[Collection entries]
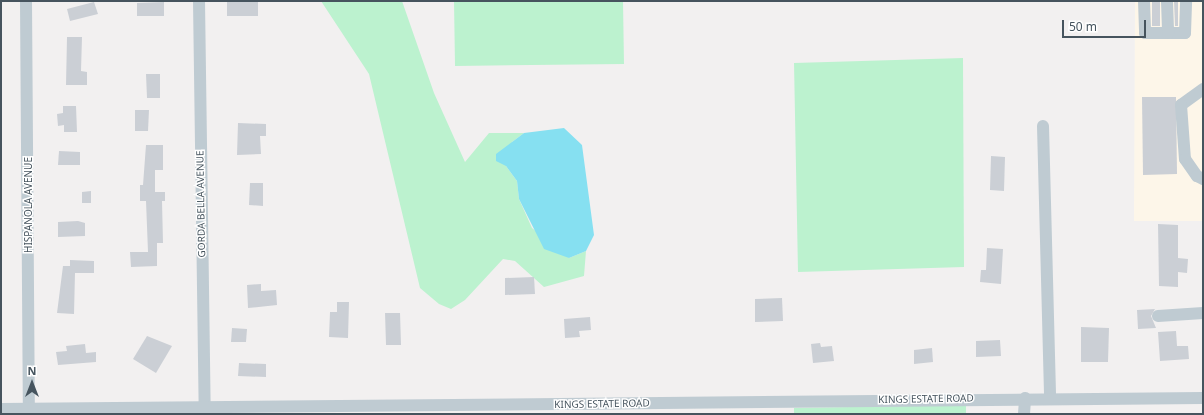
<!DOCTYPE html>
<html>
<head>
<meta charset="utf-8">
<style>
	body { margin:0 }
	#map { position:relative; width:1204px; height:415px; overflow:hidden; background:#f2f0f0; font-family:"Noto Sans",sans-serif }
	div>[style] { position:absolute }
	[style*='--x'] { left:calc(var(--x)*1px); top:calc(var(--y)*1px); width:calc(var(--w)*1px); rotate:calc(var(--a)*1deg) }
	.commercial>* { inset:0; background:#fdf6e9 }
	.green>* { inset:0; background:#bcf2cf }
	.water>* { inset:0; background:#86e0f1 }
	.building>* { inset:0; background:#cbcfd5 }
	.minor>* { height:12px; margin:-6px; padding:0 6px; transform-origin:6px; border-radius:6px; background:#bfcbd2 }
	span { translate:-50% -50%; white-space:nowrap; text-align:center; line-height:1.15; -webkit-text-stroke:3px #fff; paint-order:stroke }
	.street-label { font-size:10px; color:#46545e }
	.frame { position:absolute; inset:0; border:2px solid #46545e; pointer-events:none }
	.north { position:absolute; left:12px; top:363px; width:40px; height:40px; -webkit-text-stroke:3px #fff; paint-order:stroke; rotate:0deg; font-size:11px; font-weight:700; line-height:16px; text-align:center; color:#46545e }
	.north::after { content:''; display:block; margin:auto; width:14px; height:18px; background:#46545e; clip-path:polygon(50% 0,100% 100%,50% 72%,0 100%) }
	.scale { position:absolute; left:1062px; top:20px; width:84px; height:18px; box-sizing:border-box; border:2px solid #46545e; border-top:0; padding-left:5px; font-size:12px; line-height:14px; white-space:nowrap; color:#46545e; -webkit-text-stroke:3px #fff; paint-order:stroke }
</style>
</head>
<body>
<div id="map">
	<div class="commercial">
		<i style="clip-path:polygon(1135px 1px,1203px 1px,1203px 221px,1134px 221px)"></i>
	</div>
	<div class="green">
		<i style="clip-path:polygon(321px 1px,402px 1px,434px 93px,465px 162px,489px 133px,524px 133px,512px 142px,506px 166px,517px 181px,519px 199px,532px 228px,569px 258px,586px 251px,584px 276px,544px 287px,515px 261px,503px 259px,465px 300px,451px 309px,439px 304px,420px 288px,369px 74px)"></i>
		<i style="clip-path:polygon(454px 1px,623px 1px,624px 64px,455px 66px)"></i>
		<i style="clip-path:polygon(963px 58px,964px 267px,798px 272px,794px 63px)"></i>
		<i style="clip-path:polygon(966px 405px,966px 414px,794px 414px,794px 408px)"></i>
	</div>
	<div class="water">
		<i style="clip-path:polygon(564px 128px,582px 145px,594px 235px,586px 251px,569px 258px,544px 249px,519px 199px,517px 181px,506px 166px,496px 161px,496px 154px,524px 133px)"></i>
	</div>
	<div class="building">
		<i style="clip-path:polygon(227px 1px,258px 1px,258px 16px,227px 16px)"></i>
		<i style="clip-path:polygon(1152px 1px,1160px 1px,1160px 26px,1152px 26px)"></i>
		<i style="clip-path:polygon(1174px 1px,1178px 1px,1178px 26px,1175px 26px)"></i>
		<i style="clip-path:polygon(94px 2px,98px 14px,70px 21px,67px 9px)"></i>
		<i style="clip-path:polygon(164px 2px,164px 16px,137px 16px,137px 3px)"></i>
		<i style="clip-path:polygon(67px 37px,82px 37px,81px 71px,87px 72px,87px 85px,66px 85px)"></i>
		<i style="clip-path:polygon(146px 74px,160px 74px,160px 98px,147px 98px)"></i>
		<i style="clip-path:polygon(1142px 97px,1176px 97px,1177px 174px,1143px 175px)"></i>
		<i style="clip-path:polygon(63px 106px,76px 106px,77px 132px,64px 132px,64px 125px,58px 126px,57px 114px,63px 113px)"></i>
		<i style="clip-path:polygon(135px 110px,149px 110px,148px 131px,135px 131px)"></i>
		<i style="clip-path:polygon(238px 123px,266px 124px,266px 136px,260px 136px,261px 154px,237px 155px)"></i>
		<i style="clip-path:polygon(146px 145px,163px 145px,163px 170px,155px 170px,155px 192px,165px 192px,165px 201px,162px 201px,163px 243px,157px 243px,157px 266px,131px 267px,130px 252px,148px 252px,146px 201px,140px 201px,140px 185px,143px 185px)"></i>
		<i style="clip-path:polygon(59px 151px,80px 152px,80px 165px,58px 165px)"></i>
		<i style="clip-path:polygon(991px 156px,1005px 157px,1004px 191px,990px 190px)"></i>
		<i style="clip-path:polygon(250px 183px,263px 183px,263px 206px,249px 205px)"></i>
		<i style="clip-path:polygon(91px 191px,91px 203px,82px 203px,82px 192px)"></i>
		<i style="clip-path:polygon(78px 221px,85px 223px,85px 236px,58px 237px,58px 222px)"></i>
		<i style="clip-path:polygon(1158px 224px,1178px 225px,1178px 258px,1188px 259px,1187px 273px,1178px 272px,1178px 287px,1159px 286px)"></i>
		<i style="clip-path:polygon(987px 248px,1003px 249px,1001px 284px,980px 282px,981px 270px,986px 270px)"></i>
		<i style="clip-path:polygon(70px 260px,94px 261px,94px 273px,75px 273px,74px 314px,57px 313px,63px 266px,70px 266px)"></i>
		<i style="clip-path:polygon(534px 277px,535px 294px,505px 295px,505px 278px)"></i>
		<i style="clip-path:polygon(261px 284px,261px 291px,276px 290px,277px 305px,248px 308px,247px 285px)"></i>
		<i style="clip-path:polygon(782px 298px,783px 321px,755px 322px,755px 299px)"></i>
		<i style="clip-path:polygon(337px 302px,349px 302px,348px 338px,329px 337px,330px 312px,337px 312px)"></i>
		<i style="clip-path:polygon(1155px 309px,1151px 316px,1156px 328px,1138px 329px,1137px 310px)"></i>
		<i style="clip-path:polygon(385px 313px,400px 313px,401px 345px,386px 345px)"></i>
		<i style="clip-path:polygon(590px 317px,591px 330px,579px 331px,580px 337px,565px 338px,564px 319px)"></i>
		<i style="clip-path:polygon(1081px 327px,1109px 328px,1108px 362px,1081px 362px)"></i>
		<i style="clip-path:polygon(232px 328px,247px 329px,246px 342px,231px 342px)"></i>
		<i style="clip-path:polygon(1176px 331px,1177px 346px,1188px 346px,1189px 359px,1160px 361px,1158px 332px)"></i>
		<i style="clip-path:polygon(147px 336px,172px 346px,156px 373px,133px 359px)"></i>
		<i style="clip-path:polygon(1000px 340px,1001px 356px,976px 357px,976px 341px)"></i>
		<i style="clip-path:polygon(820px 343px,821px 347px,832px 346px,834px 361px,813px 363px,811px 344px)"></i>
		<i style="clip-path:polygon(85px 344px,86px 353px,96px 352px,96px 362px,58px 365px,56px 352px,67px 351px,66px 346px)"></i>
		<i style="clip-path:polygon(932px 348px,933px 362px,914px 364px,914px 350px)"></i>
		<i style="clip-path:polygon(239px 363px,266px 364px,266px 377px,238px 376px)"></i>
	</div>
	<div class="minor">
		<i style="--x:26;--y:1;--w:408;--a:89.6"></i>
		<i style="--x:199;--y:1;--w:406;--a:89.2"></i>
		<i style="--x:1144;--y:1;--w:32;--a:88"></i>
		<i style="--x:1145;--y:33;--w:40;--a:0"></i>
		<i style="--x:1185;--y:33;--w:32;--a:-88"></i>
		<i style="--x:1167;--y:1;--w:32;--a:88"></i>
		<i style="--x:1203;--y:89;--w:27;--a:144"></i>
		<i style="--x:1181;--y:105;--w:54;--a:85.8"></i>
		<i style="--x:1185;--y:159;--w:21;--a:55"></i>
		<i style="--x:1197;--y:176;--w:7;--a:27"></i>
		<i style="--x:1043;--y:126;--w:271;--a:88.5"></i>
		<i style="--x:1158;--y:316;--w:45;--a:-3.8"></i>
		<i style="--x:1;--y:409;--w:1202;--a:-0.52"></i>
		<i style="--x:1024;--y:414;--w:16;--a:-86"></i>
	</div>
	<div class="street-label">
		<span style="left:201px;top:204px;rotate:-91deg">GORDA BELLA AVENUE</span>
		<span style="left:29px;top:205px;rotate:-90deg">HISPANOLA AVENUE</span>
		<span style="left:926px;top:399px;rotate:-1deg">KINGS ESTATE ROAD</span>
		<span style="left:602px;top:404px;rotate:-1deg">KINGS ESTATE ROAD</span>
	</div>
	<div class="frame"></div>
	<div class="north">N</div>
	<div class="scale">50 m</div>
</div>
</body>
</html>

§ **Problem description**:
Print out the entries above word for word from the first line to the line containing "position:absolute; left:12px; top:363px;", both included, omitting the pictures.

§ **Expected output**:
<!DOCTYPE html>
<html>
<head>
<meta charset="utf-8">
<style>
	body { margin:0 }
	#map { position:relative; width:1204px; height:415px; overflow:hidden; background:#f2f0f0; font-family:"Noto Sans",sans-serif }
	div>[style] { position:absolute }
	[style*='--x'] { left:calc(var(--x)*1px); top:calc(var(--y)*1px); width:calc(var(--w)*1px); rotate:calc(var(--a)*1deg) }
	.commercial>* { inset:0; background:#fdf6e9 }
	.green>* { inset:0; background:#bcf2cf }
	.water>* { inset:0; background:#86e0f1 }
	.building>* { inset:0; background:#cbcfd5 }
	.minor>* { height:12px; margin:-6px; padding:0 6px; transform-origin:6px; border-radius:6px; background:#bfcbd2 }
	span { translate:-50% -50%; white-space:nowrap; text-align:center; line-height:1.15; -webkit-text-stroke:3px #fff; paint-order:stroke }
	.street-label { font-size:10px; color:#46545e }
	.frame { position:absolute; inset:0; border:2px solid #46545e; pointer-events:none }
	.north { position:absolute; left:12px; top:363px; width:40px; height:40px; -webkit-text-stroke:3px #fff; paint-order:stroke; rotate:0deg; font-size:11px; font-weight:700; line-height:16px; text-align:center; color:#46545e }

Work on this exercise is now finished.